De structuurvisie bevat een concrete, bondige actualisatie van het mobiliteit- en ruimtelijke ordeningsbeleid. Dit nieuwe beleid vervangt de Nota Mobiliteit, de Nota Ruimte en de structuurvisie Randstad 2040. De structuurvisie heeft betrekking op:
  • rijksverantwoordelijkheden voor basisnormen op het gebied van milieu, leefomgeving, (water)veiligheid en het beschermen van unieke ruimtelijke waarden;
  • rijksbelangen met betrekking tot (inter)nationale hoofdnetten voor mobiliteit en energie;
  • rijksbeleid voor ruimtelijke voorwaarden die bijdragen aan versterking van de economische structuur.
Bij deze aanpak hanteert het Rijk een filosofie die uitgaat van vertrouwen, heldere verantwoordelijkheden, eenvoudige regels en een selectieve rijksbetrokkenheid. Zo laat het Rijk de verantwoordelijkheid voor de afstemming tussen verstedelijking en groene ruimte op regionale schaal over aan provincies.
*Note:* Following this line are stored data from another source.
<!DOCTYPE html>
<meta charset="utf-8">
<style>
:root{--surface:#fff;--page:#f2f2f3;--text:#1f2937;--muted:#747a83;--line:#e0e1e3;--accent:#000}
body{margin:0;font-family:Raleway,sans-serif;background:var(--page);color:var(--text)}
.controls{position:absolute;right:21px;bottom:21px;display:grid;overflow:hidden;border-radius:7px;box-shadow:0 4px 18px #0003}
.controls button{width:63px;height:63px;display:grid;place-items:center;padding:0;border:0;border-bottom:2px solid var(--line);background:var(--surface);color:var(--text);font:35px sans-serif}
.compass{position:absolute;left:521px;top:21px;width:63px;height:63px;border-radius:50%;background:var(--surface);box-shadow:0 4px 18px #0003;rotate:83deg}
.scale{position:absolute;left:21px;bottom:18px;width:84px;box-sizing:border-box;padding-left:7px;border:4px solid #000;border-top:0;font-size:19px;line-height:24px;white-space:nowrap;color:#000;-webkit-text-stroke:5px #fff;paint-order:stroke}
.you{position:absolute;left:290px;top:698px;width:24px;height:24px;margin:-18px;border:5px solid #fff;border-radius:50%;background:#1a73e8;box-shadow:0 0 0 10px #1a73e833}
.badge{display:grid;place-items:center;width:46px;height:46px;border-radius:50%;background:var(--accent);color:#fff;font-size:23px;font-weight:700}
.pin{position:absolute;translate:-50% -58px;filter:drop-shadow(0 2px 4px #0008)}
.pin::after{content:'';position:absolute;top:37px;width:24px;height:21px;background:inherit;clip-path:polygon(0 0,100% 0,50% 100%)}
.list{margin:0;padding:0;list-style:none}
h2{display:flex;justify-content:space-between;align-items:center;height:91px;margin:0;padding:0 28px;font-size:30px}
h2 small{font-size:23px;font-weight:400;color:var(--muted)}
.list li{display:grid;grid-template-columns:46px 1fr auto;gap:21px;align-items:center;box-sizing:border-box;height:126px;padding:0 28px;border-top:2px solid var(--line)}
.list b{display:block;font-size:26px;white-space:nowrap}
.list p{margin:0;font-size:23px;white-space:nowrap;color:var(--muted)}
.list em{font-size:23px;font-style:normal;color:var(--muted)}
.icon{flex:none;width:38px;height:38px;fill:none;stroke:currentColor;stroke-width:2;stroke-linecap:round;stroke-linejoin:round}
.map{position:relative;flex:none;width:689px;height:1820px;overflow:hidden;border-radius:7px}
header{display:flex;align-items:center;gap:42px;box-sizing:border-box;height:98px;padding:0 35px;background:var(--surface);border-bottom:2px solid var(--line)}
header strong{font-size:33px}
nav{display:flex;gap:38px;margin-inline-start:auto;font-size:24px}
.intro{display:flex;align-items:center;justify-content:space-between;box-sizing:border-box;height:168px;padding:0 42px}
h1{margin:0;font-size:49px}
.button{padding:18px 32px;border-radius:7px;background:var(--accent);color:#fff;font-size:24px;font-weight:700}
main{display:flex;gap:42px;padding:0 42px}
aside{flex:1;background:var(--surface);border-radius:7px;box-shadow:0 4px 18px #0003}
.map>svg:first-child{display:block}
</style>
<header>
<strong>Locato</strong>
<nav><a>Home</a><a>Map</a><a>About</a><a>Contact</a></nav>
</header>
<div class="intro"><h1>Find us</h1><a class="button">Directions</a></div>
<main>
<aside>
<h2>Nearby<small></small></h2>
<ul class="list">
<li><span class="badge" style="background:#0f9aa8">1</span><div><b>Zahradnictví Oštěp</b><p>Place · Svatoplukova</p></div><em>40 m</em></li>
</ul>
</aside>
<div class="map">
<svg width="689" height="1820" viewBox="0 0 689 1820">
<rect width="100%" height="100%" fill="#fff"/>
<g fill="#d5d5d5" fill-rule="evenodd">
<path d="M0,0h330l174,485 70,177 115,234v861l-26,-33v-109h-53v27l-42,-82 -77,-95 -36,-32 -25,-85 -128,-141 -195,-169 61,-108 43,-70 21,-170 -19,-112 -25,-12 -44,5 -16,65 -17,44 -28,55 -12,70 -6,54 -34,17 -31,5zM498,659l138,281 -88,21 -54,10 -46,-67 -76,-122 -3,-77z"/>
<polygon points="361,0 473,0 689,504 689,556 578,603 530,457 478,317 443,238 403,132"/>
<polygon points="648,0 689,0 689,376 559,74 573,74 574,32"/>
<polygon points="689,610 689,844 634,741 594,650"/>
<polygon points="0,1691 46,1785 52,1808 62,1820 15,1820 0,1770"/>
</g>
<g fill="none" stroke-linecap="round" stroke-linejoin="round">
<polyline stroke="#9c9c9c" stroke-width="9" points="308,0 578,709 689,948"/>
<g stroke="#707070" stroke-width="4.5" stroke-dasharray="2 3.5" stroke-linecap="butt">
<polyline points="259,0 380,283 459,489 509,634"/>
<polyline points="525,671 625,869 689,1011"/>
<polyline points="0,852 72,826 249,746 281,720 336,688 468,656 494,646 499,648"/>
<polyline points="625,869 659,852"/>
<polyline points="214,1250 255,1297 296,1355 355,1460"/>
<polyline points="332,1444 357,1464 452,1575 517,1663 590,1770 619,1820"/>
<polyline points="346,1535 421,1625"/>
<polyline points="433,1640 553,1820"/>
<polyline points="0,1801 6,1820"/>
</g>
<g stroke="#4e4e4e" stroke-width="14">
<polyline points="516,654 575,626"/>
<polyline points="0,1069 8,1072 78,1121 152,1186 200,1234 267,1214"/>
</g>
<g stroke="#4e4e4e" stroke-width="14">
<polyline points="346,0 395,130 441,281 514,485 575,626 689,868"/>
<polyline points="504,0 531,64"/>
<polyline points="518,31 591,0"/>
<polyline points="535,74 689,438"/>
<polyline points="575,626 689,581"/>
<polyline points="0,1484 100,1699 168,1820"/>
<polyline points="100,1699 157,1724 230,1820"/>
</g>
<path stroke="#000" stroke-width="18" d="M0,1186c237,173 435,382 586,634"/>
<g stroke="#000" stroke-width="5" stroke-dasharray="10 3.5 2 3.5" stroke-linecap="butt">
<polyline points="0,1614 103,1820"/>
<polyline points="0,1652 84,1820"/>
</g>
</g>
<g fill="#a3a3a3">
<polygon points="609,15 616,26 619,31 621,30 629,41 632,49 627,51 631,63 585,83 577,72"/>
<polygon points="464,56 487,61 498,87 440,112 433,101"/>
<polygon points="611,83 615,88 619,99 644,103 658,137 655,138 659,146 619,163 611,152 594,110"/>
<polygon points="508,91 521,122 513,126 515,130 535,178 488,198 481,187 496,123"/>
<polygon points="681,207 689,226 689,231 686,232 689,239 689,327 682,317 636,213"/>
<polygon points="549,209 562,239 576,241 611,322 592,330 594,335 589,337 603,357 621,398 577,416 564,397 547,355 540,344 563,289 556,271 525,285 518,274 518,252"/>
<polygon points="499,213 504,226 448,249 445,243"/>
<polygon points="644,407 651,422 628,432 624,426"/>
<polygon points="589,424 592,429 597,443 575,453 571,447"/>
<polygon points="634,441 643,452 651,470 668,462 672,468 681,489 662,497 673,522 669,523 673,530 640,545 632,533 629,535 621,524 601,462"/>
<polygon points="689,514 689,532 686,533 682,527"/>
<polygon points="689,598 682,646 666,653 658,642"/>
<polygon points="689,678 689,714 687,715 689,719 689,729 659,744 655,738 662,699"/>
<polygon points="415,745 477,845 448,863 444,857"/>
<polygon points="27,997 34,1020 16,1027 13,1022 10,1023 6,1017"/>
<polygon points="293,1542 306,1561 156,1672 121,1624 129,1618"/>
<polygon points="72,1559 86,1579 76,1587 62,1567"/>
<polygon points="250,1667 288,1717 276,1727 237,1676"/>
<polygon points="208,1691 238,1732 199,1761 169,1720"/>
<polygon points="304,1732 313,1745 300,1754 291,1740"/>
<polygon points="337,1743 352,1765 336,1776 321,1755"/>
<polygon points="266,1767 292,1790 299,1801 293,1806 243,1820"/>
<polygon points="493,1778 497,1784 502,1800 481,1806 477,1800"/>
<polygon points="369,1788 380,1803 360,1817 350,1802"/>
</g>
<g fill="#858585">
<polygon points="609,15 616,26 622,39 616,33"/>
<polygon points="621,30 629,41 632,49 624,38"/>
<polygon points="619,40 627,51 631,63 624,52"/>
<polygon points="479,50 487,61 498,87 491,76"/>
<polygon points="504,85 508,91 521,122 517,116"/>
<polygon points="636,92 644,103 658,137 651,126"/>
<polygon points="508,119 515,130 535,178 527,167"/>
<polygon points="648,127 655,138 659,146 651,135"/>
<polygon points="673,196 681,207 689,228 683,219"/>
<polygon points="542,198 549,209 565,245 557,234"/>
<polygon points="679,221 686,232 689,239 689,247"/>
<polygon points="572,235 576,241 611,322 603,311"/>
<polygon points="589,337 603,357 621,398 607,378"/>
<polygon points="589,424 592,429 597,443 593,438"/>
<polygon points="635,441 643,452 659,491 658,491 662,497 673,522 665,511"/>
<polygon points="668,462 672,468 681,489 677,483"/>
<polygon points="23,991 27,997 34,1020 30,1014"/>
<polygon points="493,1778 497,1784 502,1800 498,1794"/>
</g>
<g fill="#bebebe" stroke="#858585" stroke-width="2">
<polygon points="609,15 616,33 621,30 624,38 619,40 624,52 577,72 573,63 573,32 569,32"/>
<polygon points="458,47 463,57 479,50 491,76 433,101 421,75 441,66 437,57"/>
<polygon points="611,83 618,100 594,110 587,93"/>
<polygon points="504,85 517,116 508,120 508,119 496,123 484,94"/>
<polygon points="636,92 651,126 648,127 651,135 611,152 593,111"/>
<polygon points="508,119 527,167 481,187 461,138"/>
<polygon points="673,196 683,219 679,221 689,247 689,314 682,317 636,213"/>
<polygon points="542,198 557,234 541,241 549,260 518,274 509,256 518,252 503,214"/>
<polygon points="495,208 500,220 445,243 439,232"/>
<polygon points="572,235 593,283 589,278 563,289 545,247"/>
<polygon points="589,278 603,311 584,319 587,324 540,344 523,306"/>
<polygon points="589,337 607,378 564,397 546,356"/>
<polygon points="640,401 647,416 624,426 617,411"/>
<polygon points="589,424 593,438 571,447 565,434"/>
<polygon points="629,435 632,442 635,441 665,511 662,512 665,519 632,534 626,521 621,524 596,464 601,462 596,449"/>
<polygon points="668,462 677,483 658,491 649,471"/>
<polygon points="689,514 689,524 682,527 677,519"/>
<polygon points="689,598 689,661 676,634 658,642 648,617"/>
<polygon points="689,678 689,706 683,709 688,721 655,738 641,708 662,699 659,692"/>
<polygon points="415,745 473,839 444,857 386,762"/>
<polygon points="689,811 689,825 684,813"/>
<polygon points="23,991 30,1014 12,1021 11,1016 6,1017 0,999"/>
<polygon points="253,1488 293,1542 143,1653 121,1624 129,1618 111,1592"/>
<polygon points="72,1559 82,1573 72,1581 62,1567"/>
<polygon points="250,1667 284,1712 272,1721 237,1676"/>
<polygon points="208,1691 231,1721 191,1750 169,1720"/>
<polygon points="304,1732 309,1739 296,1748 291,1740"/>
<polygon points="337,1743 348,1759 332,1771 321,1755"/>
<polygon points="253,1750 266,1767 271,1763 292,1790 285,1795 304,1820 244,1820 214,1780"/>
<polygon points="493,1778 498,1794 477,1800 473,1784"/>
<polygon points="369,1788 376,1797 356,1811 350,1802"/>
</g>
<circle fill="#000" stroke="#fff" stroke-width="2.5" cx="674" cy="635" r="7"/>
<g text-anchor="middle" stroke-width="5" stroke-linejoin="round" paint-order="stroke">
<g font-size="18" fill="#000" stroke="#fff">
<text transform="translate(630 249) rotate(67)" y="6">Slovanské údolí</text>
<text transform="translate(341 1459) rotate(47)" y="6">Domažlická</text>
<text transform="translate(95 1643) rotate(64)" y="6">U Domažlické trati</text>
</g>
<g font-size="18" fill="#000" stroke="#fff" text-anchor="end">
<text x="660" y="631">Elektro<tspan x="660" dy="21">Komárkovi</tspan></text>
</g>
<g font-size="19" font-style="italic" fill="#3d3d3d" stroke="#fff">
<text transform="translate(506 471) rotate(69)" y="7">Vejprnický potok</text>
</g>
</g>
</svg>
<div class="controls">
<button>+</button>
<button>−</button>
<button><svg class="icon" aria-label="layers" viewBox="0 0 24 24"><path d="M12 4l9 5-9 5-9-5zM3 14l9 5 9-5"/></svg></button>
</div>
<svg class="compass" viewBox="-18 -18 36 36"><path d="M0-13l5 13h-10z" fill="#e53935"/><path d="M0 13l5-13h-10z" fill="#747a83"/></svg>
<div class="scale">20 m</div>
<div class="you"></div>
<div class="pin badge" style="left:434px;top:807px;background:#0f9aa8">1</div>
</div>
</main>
Daarmee wordt bijvoorbeeld het aantal regimes in het landschaps- en natuurdomein fors ingeperkt. Daarnaast wordt (boven)lokale afstemming en uitvoering van verstedelijking overgelaten aan (samenwerkende) gemeenten binnen provinciale kaders. Alleen in de stedelijke regio's rond de mainports (Amsterdam c.a. en Rotterdam c.a.) zal het Rijk afspraken maken met decentrale overheden over de programmering van verstedelijking.
 
Overige sturing op verstedelijking zoals afspraken over percentages voor binnenstedelijk bouwen, Rijksbufferzones en doelstellingen voor herstructurering laat het Rijk los. Om zorgvuldig ruimtegebruik te bevorderen neemt het Rijk enkel nog een 'ladder' voor duurzame verstedelijking op (gebaseerd op de 'SER-ladder'). Hierdoor neemt de bestuurlijke drukte af en ontstaat er ruimte voor regionaal maatwerk.
 
3.1.2 Barro
Het Besluit algemene regels ruimtelijke ordening (afgekort Barro) bevat een aantal beslissingen van wezenlijk belang (13 nationale belangen) uit de nieuwe Structuurvisie. Voor deze belangen is het Rijk verantwoordelijk en wil het resultaten boeken. Buiten deze 13 belangen hebben decentrale overheden beleidsvrijheid. Het Besluit algemene regels ruimtelijke ordening is op 30 december 2011 in werking getreden. De ministeriële regeling die bij dit besluit treedt tegelijkertijd in werking.
   
3.1.3 Planspecifiek
Het rijksbeleid heeft geen invloed op onderliggende plan.
3.2 Provinciaal beleid
3.2.1 Provinciale Structuurvisie 2013-2028
De Provinciale Ruimtelijke Structuurvisie (PRS) is opgesteld om te zorgen voor een blijvend aantrekkelijke provincie. Via haar ruimtelijk beleid draagt de provincie bij aan een kwalitatief hoogwaardige fysieke leefomgeving, waarin het ook in de toekomst plezierig wonen, werken en recreëren is.
 
De PRS geeft de ruimtelijke ambities weer van de provincie Utrecht. Hierin staat welke doelstellingen de provincie van provinciaal belang acht, welk beleid bij deze doelstellingen hoort én hoe dit beleid uitgevoerd wordt. Deels loopt deze uitvoering via de Provinciale Ruimtelijke Verordening 2013 (PRV) die tegelijk met de PRS is opgesteld.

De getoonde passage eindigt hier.